Imagine taking a road trip without a map—a physical map or GPS. You couldn’t ever course-correct. You’d probably end up a long way off. And you wouldn’t know until it was too late.

Rolling out a QR code marketing campaign without QR code tracking is like that. Mistakes aren’t fixed because nobody knows they’re mistakes. Opportunities aren’t seized because nobody recognizes them.

But QR code tracking establishes a baseline for the performance of your QR codes. Then you can track QR code usage and make changes based on that frame of reference. Doing this again and again is known as iterative marketing. You iterate on your campaign until you get the results you want. 99% of successful marketing campaigns do this, including B2B marketing and wholesale marketing campaigns.

If you track QR code usage and react to it, you’ll be doing it too. Here’s how QR code tracking works, what it tracks, and how you can set it up.

How Does QR Code Tracking Work?

It may help to take a peek at what QR codes are in the first place. There are two types of QR codes: static and dynamic QR codes. Only one is able to track QR code usage.

Static QR Codes: Cannot Track QR Code Usage

When you learn how to make a QR code, you’re learning how to change a string of characters (text, a URL, etc.) into an arrangement of black and white squares (data modules). That's what encoding information into a QR code is. Then a QR code scanner makes sense of the data modules and retrieves the original information.

Static QR codes encode that information directly into the QR code. The more information you encode in a static QR code, the bigger and more complex the QR code is. And because the information is encoded directly in the static QR code’s data modules, it can’t be changed. Any change to the information requires a brand new QR code with a brand new arrangement of data modules.
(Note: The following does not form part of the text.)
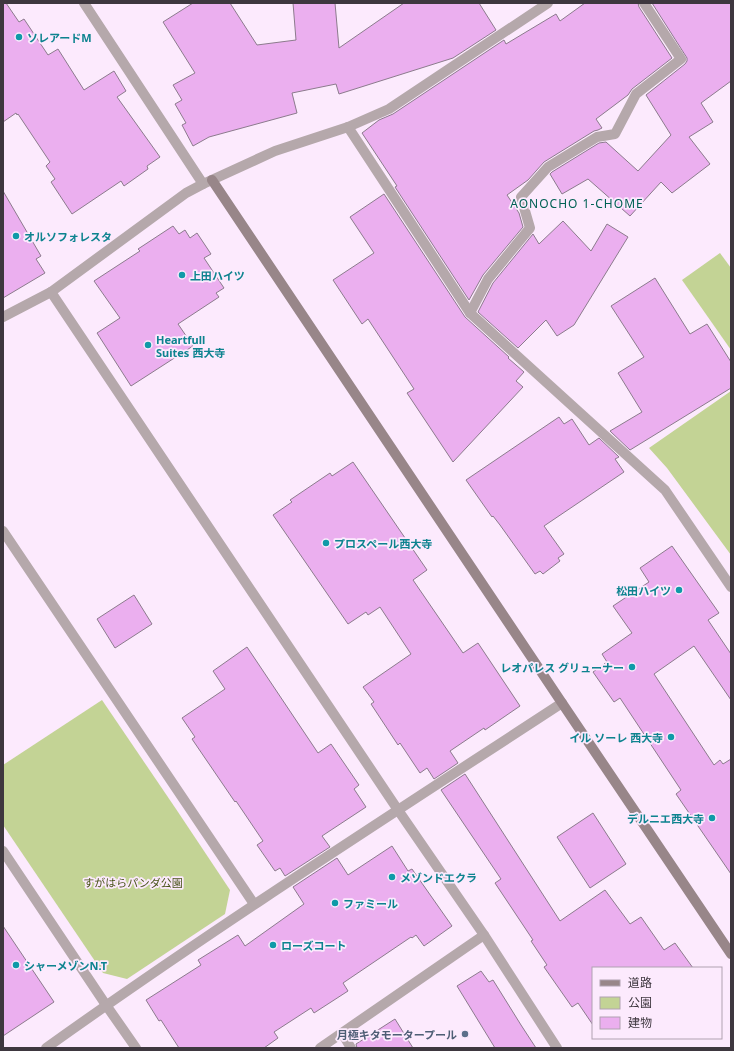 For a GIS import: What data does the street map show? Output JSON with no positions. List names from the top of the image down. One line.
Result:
{"districts":["AONOCHO 1-CHOME"],"parks":["すがはらパンダ公園"],"places":["ソレアードM","オルソフォレスタ","上田ハイツ","Heartfull Suites 西大寺","プロスペール西大寺","松田ハイツ","レオパレス グリューナー","イル ソーレ 西大寺","デルニエ西大寺","メゾンドエクラ","ファミール","ローズコート","シャーメゾンN.T","月極キタモータープール"],"legend":["道路","公園","建物"]} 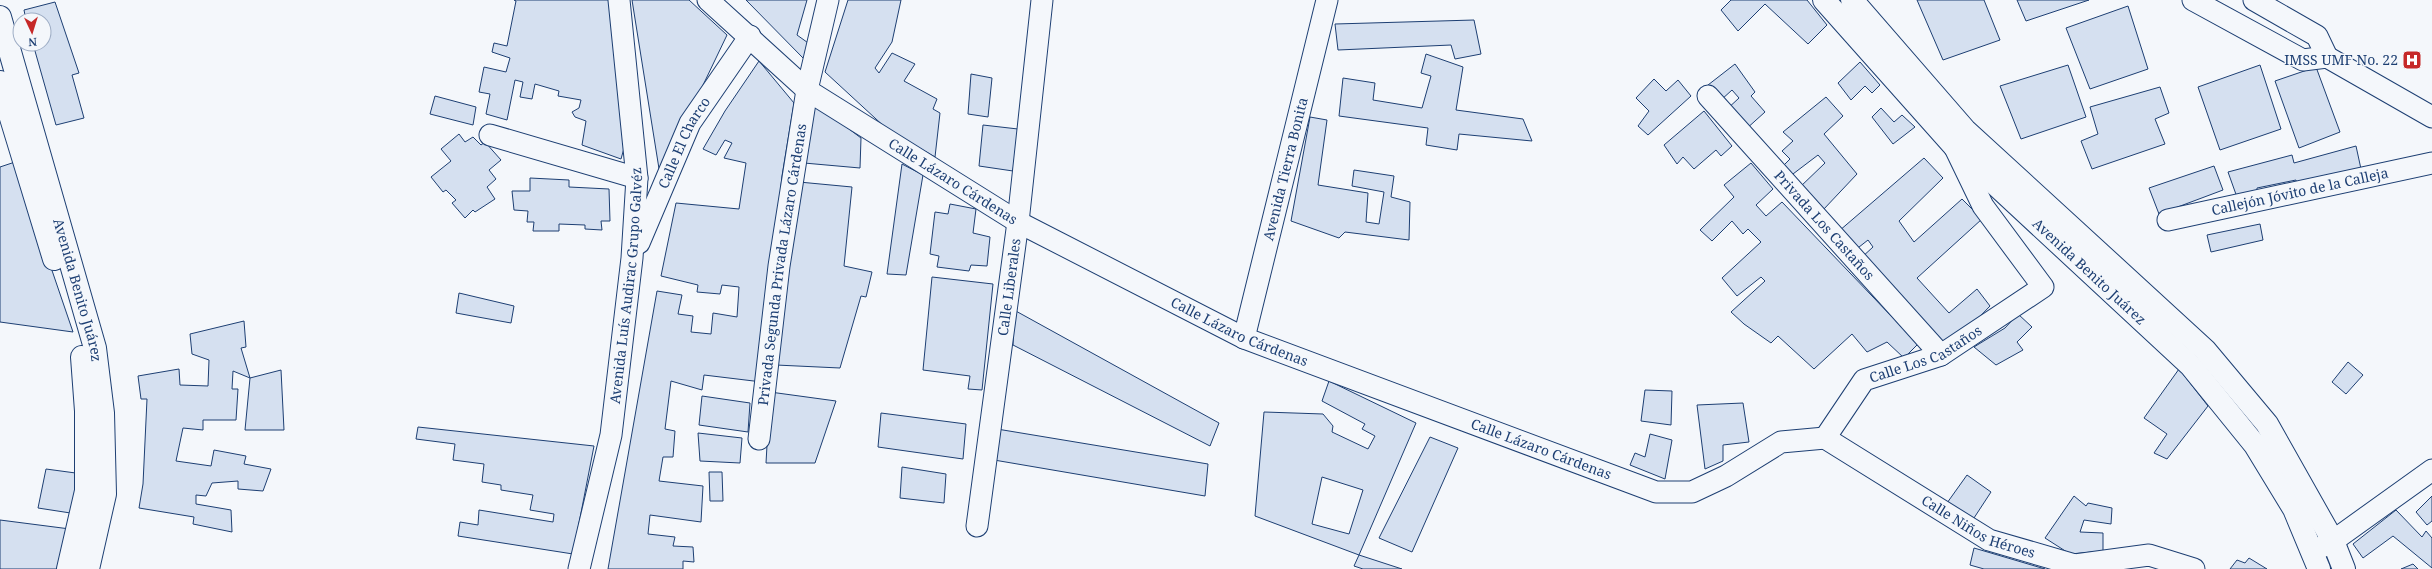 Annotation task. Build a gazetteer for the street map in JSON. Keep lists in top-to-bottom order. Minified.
{"streets":{"main road":["Avenida Benito Juárez"],"street":["Calle El Charco","Avenida Tierra Bonita","Calle Lázaro Cárdenas","Callejón Jóvito de la Calleja","Privada Los Castaños","Privada Segunda Privada Lázaro Cárdenas","Avenida Luís Audirac Grupo Galvéz","Calle Liberales","Calle Los Castaños","Calle Niños Héroes"]},"crossings":[["Calle El Charco","Calle Lázaro Cárdenas"],["Calle El Charco","Avenida Luís Audirac Grupo Galvéz"],["Avenida Tierra Bonita","Calle Lázaro Cárdenas"],["Calle Lázaro Cárdenas","Privada Segunda Privada Lázaro Cárdenas"],["Calle Lázaro Cárdenas","Calle Liberales"],["Calle Lázaro Cárdenas","Calle Los Castaños"],["Calle Lázaro Cárdenas","Calle Niños Héroes"],["Privada Los Castaños","Calle Los Castaños"],["Avenida Benito Juárez","Calle Los Castaños"],["Calle Los Castaños","Calle Niños Héroes"]],"places":{"hospital":["IMSS UMF No. 22"]},"north":"bottom"}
These relatively inflexible static QR codes cannot be used for QR code tracking.

Dynamic QR Codes: Can Track QR Code Usage

Dynamic QR codes are far more flexible than static QR codes. That’s because the content isn’t encoded directly in it. Instead, the only thing encoded in a dynamic QR code is a short redirect URL. That redirect URL sends people to another URL with your content on it. It’s what makes dynamic QR codes editable after they're created. You can change your content and the redirection URL in the QR code remains the same.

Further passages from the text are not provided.